I'm not sure I understand. The brass on 1851 Colt Navies was often silver plated but I don't even think there's a point in plating brass with brass. Maybe you're looking at tarnish or something.
 
That looks like it's just decades of tarnish. Brass polish might clean it up .... but I would be leery about doing it. On a old gun like that tarnish often just gives it "character."
Plus If it was to get on the wood .... I don't know what happens when brass polish meets 153 year old wood.
The trigger guard has some pitting. Nothing much to be done about that.
I don't think it was gold plated. It looks to me like a standard production gun. Some really ornate guns were gold plated .... these often were not shot since the abuse and the heat would wear off the gold. They were presentation pieces.
To gold plate the brass parts while leaving the steel parts in a normal configuration seems a little offbeat for that time period.
 
looks like varnish applied by someone who didn't want to polish it anymore, and then decades later it got polished again. or, it could just be the photo.
 
A plating of some sort.

Chipped in places, slightly higher than the brass underneath.
Worn off at the base of the butt, flaking in other areas.

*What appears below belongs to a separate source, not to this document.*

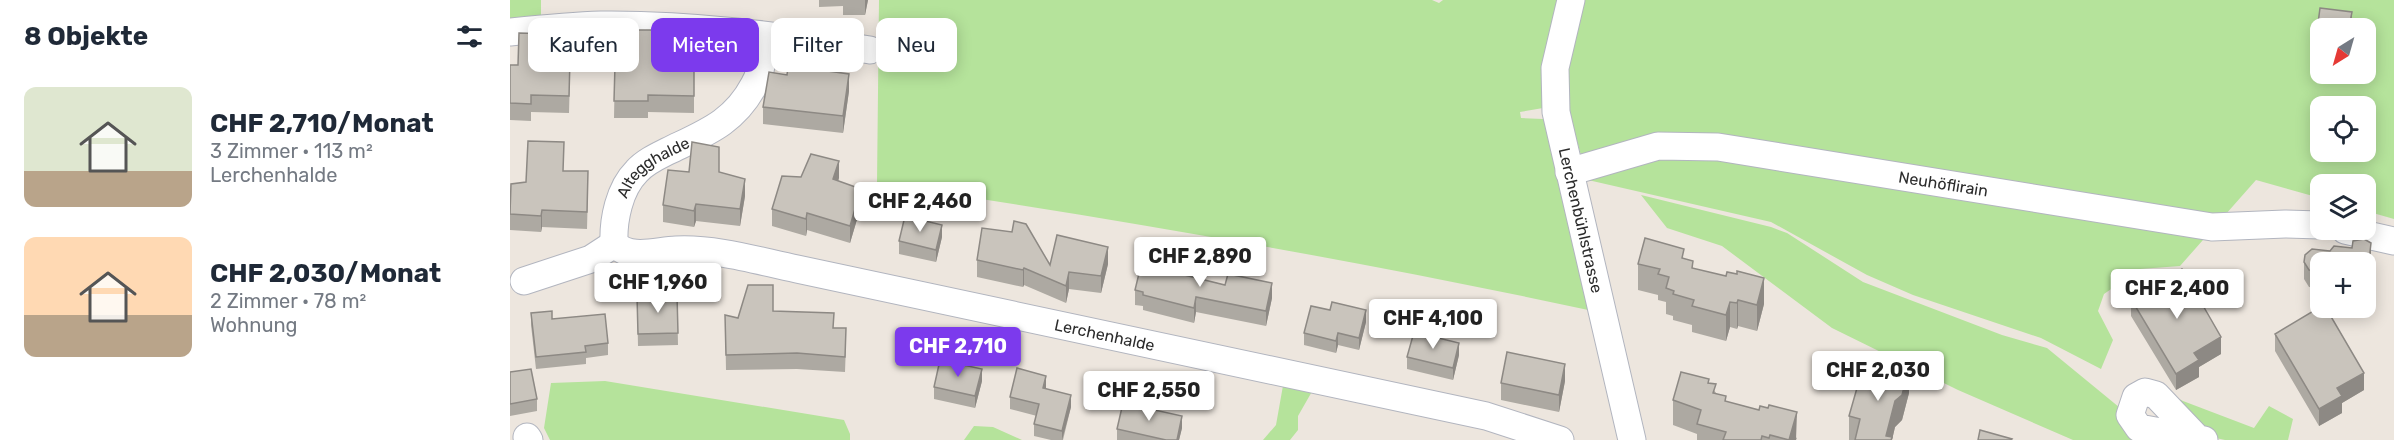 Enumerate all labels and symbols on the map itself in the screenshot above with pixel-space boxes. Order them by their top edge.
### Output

I'll take it to a jeweler friend to see if he can test it.
Quite the puzzle.

Yes the pic is not very good, hard to see the difference between the two.

Thanks for trying all!!

If I find out more I will let you know.
 
Quite a few guns with brass parts had the brass painted with "gold" paint to "improve" the appearance for display. If the brass is actually pitted, you will have to decide if it is shallow and can be polished out or if it is too deep and would be best left alone.

Jim
 
Me-oh-my, please let us know what you find out. To me, based on the pictures, it looks like a steel frame that was gold painted to resemble brass, as for a decorators piece or non firing replica, Even in places where it is not flakeing the brass doesn't look like " brass ".
 
Some 1861s had brass backstraps, silver plated, and some had steel backstraps, especially the very few (about 100) set up for shoulder stocks. (despite what the Italians would have you believe).
 
Very few 51 Navies had iron straps (none had steel); that one appears to be the usual brass, just that it has been damaged in some way, possibly by some chemical that ate the zinc and left the copper.

Jim
 
Well the jeweler /gun shop owner says definitely brass plate over brass.
Numbers date to late 1861, barrel has a different number then the several other matching numbers though. All in the same time frame.

Left it with another gun shop so their "expert" could look at it.
Now two side plate screws are buggered and "the dog did it" grr lol. Last time they will see one of my guns, or any of my money.

Locks up and indexes tight enough to shoot, rifling and nipples look barely used.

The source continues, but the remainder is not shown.